Angela was still staring at all those zeroes and wondering whether she should secretly change suites as soon as she got back to the hotel.
“And also, as a further display of my seriousness, you should be informed that I have already acquired the original Robot and Tybo the Carrot.”
So there I was. Face to face with my parents. I hadn’t seen them since Christmas. No, that’s not right; I didn’t come home for Christmas. Well, whenever that was, I was seeing them again now. They did not look as pleased to see me as I had envisioned in my champagne-soaked imagination.
To be fair, this was probably not the optimum circumstance to get reacquainted with the family unit. My ability to stand hinged totally upon being physically held upright by Izzy and Rebecca. There was a smidgen of vomit on my shirt and I was having a hard time focusing. Plus, I had Polo standing beside me. Black people didn’t visit the old family homestead very often.

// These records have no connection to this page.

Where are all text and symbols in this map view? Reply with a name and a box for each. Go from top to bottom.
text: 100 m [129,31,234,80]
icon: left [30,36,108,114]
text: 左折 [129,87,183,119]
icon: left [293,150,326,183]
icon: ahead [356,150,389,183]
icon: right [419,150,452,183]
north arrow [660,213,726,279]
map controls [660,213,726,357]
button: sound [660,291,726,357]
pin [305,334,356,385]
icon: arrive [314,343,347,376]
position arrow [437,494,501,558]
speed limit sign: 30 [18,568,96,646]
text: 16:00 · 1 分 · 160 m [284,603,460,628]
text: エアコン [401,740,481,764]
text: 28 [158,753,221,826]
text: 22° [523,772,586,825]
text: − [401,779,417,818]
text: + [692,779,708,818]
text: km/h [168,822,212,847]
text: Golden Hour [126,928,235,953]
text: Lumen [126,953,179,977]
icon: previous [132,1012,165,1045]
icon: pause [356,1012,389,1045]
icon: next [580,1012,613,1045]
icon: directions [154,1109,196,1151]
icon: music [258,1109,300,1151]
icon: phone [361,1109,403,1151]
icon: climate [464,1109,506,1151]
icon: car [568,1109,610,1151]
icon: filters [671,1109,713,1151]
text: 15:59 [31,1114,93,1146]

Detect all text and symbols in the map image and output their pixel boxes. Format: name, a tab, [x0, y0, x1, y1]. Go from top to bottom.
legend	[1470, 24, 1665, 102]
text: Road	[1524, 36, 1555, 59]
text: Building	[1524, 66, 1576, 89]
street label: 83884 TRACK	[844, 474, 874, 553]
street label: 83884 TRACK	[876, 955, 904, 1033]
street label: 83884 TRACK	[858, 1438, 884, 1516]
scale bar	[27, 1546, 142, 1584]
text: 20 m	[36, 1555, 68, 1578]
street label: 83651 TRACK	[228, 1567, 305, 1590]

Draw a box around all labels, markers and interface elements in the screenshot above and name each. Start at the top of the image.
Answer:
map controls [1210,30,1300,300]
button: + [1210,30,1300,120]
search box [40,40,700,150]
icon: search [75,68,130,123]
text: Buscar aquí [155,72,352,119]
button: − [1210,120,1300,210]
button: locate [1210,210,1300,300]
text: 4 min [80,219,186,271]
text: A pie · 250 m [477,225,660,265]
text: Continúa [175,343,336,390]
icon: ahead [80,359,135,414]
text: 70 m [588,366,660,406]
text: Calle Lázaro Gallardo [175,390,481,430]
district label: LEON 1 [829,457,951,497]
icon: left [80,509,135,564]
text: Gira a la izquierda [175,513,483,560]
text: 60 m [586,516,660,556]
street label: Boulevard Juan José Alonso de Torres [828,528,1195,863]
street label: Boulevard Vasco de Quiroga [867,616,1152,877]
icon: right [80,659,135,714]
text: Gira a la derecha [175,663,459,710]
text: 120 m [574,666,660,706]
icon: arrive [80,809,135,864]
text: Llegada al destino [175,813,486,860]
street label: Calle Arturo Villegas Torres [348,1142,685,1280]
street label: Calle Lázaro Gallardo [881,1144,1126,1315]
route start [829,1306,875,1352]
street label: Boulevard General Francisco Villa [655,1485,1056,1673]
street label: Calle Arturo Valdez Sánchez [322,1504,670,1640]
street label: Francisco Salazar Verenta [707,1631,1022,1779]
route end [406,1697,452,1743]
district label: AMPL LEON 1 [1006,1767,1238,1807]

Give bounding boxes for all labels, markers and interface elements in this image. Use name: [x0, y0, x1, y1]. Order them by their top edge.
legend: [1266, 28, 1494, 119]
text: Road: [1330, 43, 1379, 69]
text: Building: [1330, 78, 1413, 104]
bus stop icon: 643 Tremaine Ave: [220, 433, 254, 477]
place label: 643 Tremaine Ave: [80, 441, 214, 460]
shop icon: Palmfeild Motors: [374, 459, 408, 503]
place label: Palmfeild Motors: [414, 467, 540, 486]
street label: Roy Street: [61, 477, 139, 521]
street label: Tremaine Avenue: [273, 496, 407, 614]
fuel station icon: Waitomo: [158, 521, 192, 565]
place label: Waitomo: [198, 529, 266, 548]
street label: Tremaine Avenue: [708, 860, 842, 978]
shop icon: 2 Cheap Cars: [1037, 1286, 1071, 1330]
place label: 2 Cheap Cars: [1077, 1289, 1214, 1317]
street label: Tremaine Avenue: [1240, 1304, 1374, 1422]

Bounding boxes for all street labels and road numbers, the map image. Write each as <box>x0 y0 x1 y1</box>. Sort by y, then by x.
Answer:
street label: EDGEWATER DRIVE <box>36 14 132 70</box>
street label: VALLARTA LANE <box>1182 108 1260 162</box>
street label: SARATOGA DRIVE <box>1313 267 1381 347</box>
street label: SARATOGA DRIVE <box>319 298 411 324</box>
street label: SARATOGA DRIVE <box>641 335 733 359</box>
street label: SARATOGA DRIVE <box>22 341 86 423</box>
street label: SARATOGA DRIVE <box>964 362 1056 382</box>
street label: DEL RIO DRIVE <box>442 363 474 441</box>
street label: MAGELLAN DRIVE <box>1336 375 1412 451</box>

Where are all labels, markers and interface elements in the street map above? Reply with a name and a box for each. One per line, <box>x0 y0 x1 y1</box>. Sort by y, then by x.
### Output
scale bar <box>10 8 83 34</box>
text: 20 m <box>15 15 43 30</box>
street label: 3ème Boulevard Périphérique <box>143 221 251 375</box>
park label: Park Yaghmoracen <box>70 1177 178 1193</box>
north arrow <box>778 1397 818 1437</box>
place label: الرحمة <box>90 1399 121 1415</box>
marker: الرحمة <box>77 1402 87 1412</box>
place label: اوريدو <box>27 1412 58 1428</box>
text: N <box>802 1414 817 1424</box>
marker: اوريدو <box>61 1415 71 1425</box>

Especially, not at night.
I’m sure this all spelled “Drug Kingpin” to my father as he stood there staring venomously at me in his sweats and Harvard T-shirt. I’m not sure my mother was able to think anything at all. She was barely able to keep her head up as she slurped liberally from her highball glass.
Finally Bob, my dear old pater, spoke. “Is this what I spent all that money for? For you to show up in the middle of the night, like some drunken idiot?”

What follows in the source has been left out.